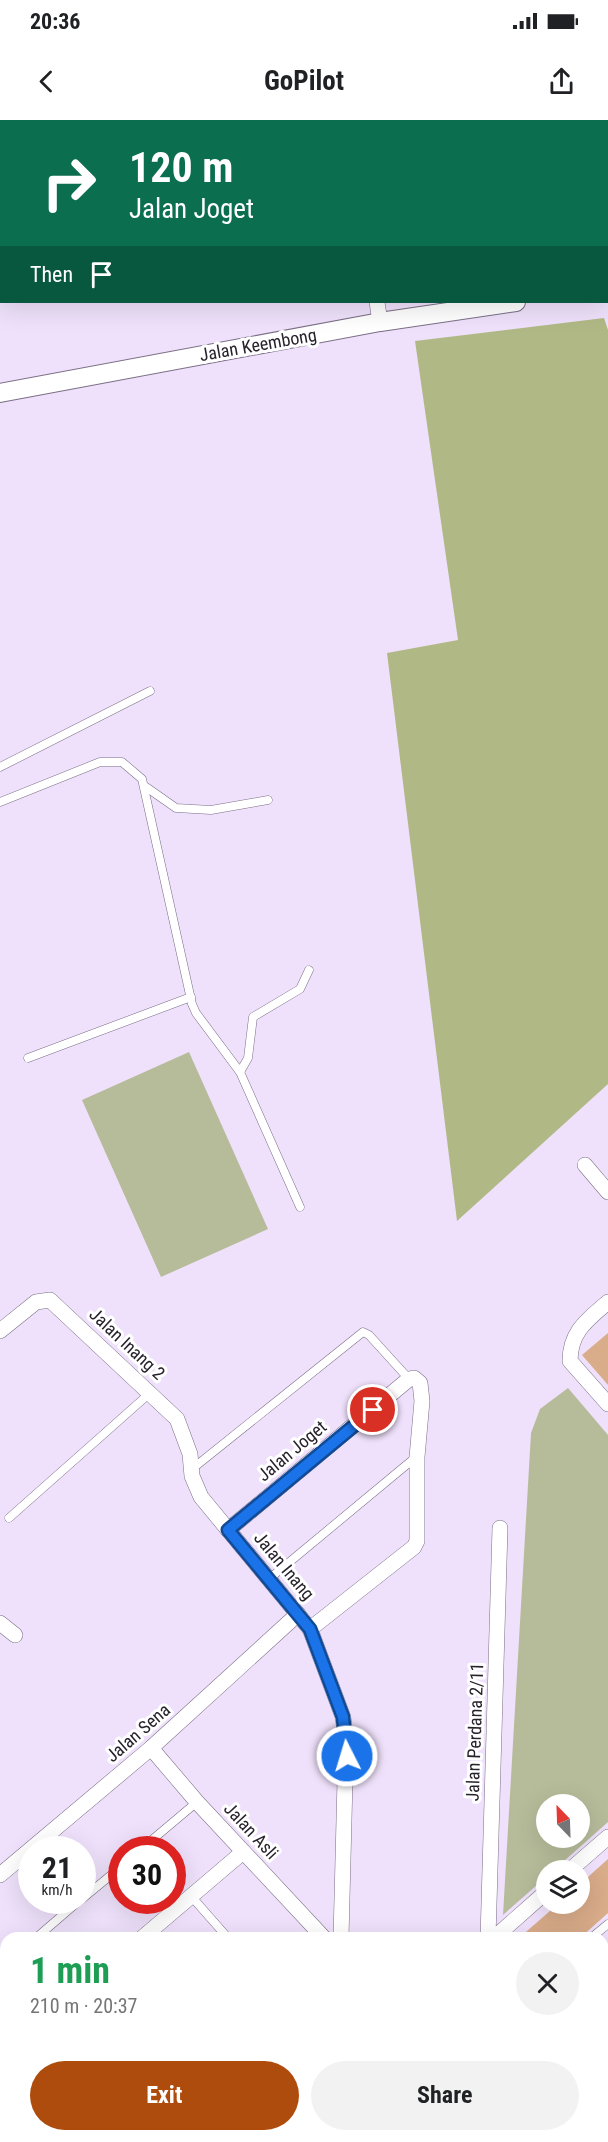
<!DOCTYPE html>
<html lang="en">
<head>
<meta charset="utf-8">
<style>
  :root { --surface:#fff; --page:#f2f2f2; --text:#202124; --muted:#757577; --accent:#ae4c0d }
  body { margin:0; font-family:"Roboto Condensed",sans-serif; background:var(--page); color:var(--text); height:100vh; display:flex; flex-direction:column; font-size:22px; white-space:nowrap }
  * { box-sizing:border-box; margin:0 }
  p { font-size:20px; color:var(--muted) }
  .icon { flex:none; width:33px; height:33px; fill:none; stroke:currentColor; stroke-width:2; stroke-linecap:round; stroke-linejoin:round }
  .map { position:relative; flex:1; overflow:hidden }
  .sheet { position:absolute; left:0px; top:1812px; width:609px; height:210px; display:flex; flex-direction:column; background:var(--surface); border-radius:18px 18px 0 0; box-shadow:0 6px 24px #0002 }
  .sheet>* { flex:none }
  .guide { position:absolute; left:0px; top:0px; width:609px; height:183px; box-shadow:0 6px 24px #0002; background:#0b6e4f; color:#fff; overflow:hidden }
  .needle { width:39px; rotate:337deg }
  .buttons { position:absolute; left:536px; top:1674px; display:grid; gap:12px }
  .buttons a { display:grid; place-items:center; width:54px; height:54px; border-radius:50%; background:var(--surface); box-shadow:0 6px 24px #0002; font-size:30px }
  .speed { position:absolute; left:18px; top:1716px; display:flex; gap:12px; font-size:30px; font-weight:700; text-align:center }
  .speed>* { display:grid; place-content:center; width:78px; height:78px; border-radius:50%; background:var(--surface); box-shadow:0 6px 24px #0002; line-height:1 }
  .speed small { font-size:15px; font-weight:400 }
  .speed .limit { border:9px solid #d22; background:#fff; color:#111 }
  .pin { position:absolute; display:grid; place-items:center; width:51px; height:51px; color:#fff; margin:-26px; border:3px solid #fff; border-radius:50%; box-shadow:0 2px 6px #0007 }
  .me { position:absolute; width:66px; margin:-33px; rotate:355deg; stroke-linejoin:round; filter:drop-shadow(0 0 4px #0008) }
  .turn { display:flex; align-items:center; gap:21px; height:126px; padding:0 30px; font-size:27px }
  .turn .icon { width:78px; height:78px; stroke-width:2.5 }
  .turn b { display:block; font-size:42px; line-height:51px }
  .then { display:flex; align-items:center; height:57px; padding:0 30px; background:#0003; gap:12px; font-size:22px }
  .round { display:grid; place-items:center; flex:none; width:63px; height:63px; border-radius:32px; background:var(--page) }
  .overview { display:flex; align-items:center; justify-content:space-between; height:102px; padding:0 30px }
  h1 { font-size:36px; font-weight:700; line-height:45px; color:#1e9e55 }
  .action { display:flex; gap:12px; margin-top:auto; padding:12px 30px }
  .action a { flex:1; height:69px; border-radius:36px; background:var(--accent); color:#fff; font-size:24px; font-weight:700; line-height:69px; text-align:center }
  .action a+a { background:var(--page); color:var(--text) }
  .status { display:flex; justify-content:space-between; align-items:center; height:42px; padding:0 30px; background:var(--surface); direction:ltr }
  .status svg { height:16px; fill:currentColor }
  header { display:flex; justify-content:space-between; align-items:center; height:78px; padding:0 30px; background:var(--surface); font-size:27px; font-weight:700 }
  .map>svg:first-child { display:block }
  .green { fill:#b6bc9a; fill-rule:evenodd }
  .forest { fill:#b0b986 }
  .building { fill:#d9ac8a }
  .lines { fill:none; stroke-linecap:round; stroke-linejoin:round }
  .service-casing { stroke:#7b6f86; stroke-width:9 }
  .minor-casing { stroke:#7b6f86; stroke-width:16 }
  .tertiary-casing { stroke:#7b6f86; stroke-width:20 }
  .service { stroke:#fff; stroke-width:8 }
  .minor { stroke:#fff; stroke-width:15 }
  .tertiary { stroke:#fff; stroke-width:18 }
  .route-casing { stroke:#114b97; stroke-width:15 }
  .route { stroke:#1a73e8; stroke-width:10 }
  .labels { text-anchor:middle; stroke-width:6; stroke-linejoin:round; paint-order:stroke }
  .street-label { font-size:18px; fill:#27212b; stroke:#fff }
</style>
</head>
<body>
<div class="status"><b>20:36</b><svg viewBox="0 0 49 12"><path d="M0 12V9h3v3zM5 12V6h3v6zM10 12V3h3v9zM15 12V0h3v12zM26 1h20v11H26zM47 4h2v5h-2z"/></svg></div>
<header><svg class="icon" aria-label="back" viewBox="0 0 24 24"><path d="M15 5l-7 7 7 7"/></svg>GoPilot<svg class="icon" aria-label="share" viewBox="0 0 24 24"><path d="M12 15V3M7 8l5-5 5 5M5 13v7h14v-7"/></svg></header>
<div class="map">
<svg width="608" height="2022" viewBox="0 0 608 2022">
  <rect width="100%" height="100%" fill="#efe1fb"/>
  <g class="green">
    <polygon points="189,932 268,1109 161,1157 82,980"/>
    <path d="M 568,1268 L 608,1315 L 608,1702 L 554,1750 L 546,1750 L 546,1757 L 503,1795 L 531,1313 L 540,1289 ZM 546,1684 L 579,1684 L 579,1718 L 546,1718 Z"/>
    <polygon points="0,1830 6,1836 6,2016 195,2016 201,2022 0,2022"/>
  </g>
  <polygon class="forest" points="604,198 608,210 608,964 457,1101 387,533 458,520 415,221"/>
  <g class="building">
    <polygon points="608,1213 608,1265 582,1235"/>
    <polygon points="608,1739 608,1793 580,1818 519,1818 558,1784 579,1784 579,1765"/>
  </g>
  <g class="lines">
    <g class="service-casing">
      <g id="service">
        <polyline points="0,647 150,571"/>
        <polyline points="146,667 176,688 211,690 268,680"/>
        <polyline points="0,682 100,642 122,642 142,659 192,884 196,893 240,952 300,1087"/>
        <polyline points="28,938 191,877"/>
        <polyline points="240,952 248,938 253,897 300,869 309,850"/>
        <polyline points="192,1349 363,1212 369,1215 409,1259"/>
        <polyline points="9,1398 150,1273"/>
        <polyline points="269,1459 416,1337"/>
        <polyline points="140,1730 197,1682"/>
        <polyline points="191,1776 228,1818"/>
        <polyline points="82,1779 122,1746"/>
        <polyline points="36,1818 80,1780"/>
        <polyline points="591,1818 608,1804"/>
        <polyline points="6,2022 10,2016"/>
      </g>
    </g>
    <g class="minor-casing">
      <g id="minor">
        <polyline points="337,0 338,2"/>
        <polyline points="523,0 524,2"/>
        <polyline points="0,146 2,146"/>
        <polyline points="377,182 380,202"/>
        <polyline points="585,1045 608,1072"/>
        <path d="M 608,1182 C 587,1200 570,1212 570,1241 L 608,1284"/>
        <polyline points="0,1211 36,1182 50,1180 177,1299 190,1334 192,1356 201,1377 310,1509 343,1597 346,1621 341,1818"/>
        <polyline points="228,1410 409,1259 414,1258 420,1263 422,1281 417,1337 417,1421 414,1427 310,1509"/>
        <polyline points="0,1503 15,1515"/>
        <polyline points="151,1628 197,1682 324,1818"/>
        <polyline points="570,1750 608,1717"/>
        <polyline points="0,1755 151,1628 298,1494"/>
        <polyline points="142,1818 243,1732"/>
        <polyline points="488,1818 500,1408"/>
        <polyline points="494,1818 546,1772"/>
        <polyline points="603,1917 608,1913"/>
        <polyline points="603,1971 608,1967"/>
        <polyline points="501,2016 501,2022"/>
        <polyline points="337,2022 337,2016"/>
        <polyline points="599,2022 608,2013"/>
      </g>
    </g>
    <g class="tertiary-casing">
      <polyline id="tertiary" points="0,273 380,202 516,182"/>
    </g>
    <use href="#service" class="service"/>
    <use href="#minor" class="minor"/>
    <use href="#tertiary" class="tertiary"/>
  </g>
  <g class="lines">
    <g class="route-casing">
      <polyline id="route" points="347,1636 343,1597 310,1509 228,1410 373,1290"/>
    </g>
    <use href="#route" class="route"/>
  </g>
  <g class="labels">
    <g class="street-label">
      <text transform="translate(258 225) rotate(-10)" y="6">Jalan Keembong</text>
      <text transform="translate(127 1224) rotate(43)" y="6">Jalan Inang 2</text>
      <text transform="translate(292 1331) rotate(-40)" y="6">Jalan Joget</text>
      <text transform="translate(284 1446) rotate(50)" y="6">Jalan Inang</text>
      <text transform="translate(475 1612) rotate(-88)" y="6">Jalan Perdana 2/11</text>
      <text transform="translate(138 1613) rotate(-41)" y="6">Jalan Sena</text>
      <text transform="translate(251 1711) rotate(47)" y="6">Jalan Asli</text>
    </g>
  </g>
</svg>
<div class="buttons">
<a><svg class="needle" viewBox="-14 -14 28 28"><path d="M0-13l5 13h-10z" fill="#e53935"/><path d="M0 13l5-13h-10z" fill="#757577"/></svg></a>
<a><svg class="icon" aria-label="layers" viewBox="0 0 24 24"><path d="M12 4l9 5-9 5-9-5zM3 14l9 5 9-5"/></svg></a>
</div>
<div class="speed"><div>21<small>km/h</small></div><div class="limit">30</div></div>
<div class="pin" style="left:373px;top:1290px;background:#d93025"><svg class="icon" aria-label="arrive" viewBox="0 0 24 24"><path d="M6 21V4h12l-3 4 3 4H6"/></svg></div>
<svg class="me" style="left:347px;top:1636px" viewBox="-20 -20 40 40"><circle r="17" fill="#1a73e8" stroke="#fff" stroke-width="3"/><path d="M0-11L8 9 0 5-8 9z" fill="#fff"/></svg>
<div class="guide">
<div class="turn"><svg class="icon" aria-label="right" viewBox="0 0 24 24"><path d="M7 20v-9h11M14 6l5 5-5 5"/></svg><div><b>120 m</b>Jalan Joget</div></div>
<div class="then">Then<svg class="icon" aria-label="arrive" viewBox="0 0 24 24"><path d="M6 21V4h12l-3 4 3 4H6"/></svg></div>
</div>
<section class="sheet">
<div class="overview"><div><h1>1 min</h1><p>210 m · 20:37</p></div><a class="round"><svg class="icon" aria-label="close" viewBox="0 0 24 24"><path d="M6 6l12 12M18 6L6 18"/></svg></a></div>
<div class="action"><a>Exit</a><a>Share</a></div>
</section>
</div>
</body>
</html>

**Work task**. After reading the material above, tally the lines that include the string "body" and give only the number.

**Written solution**. 3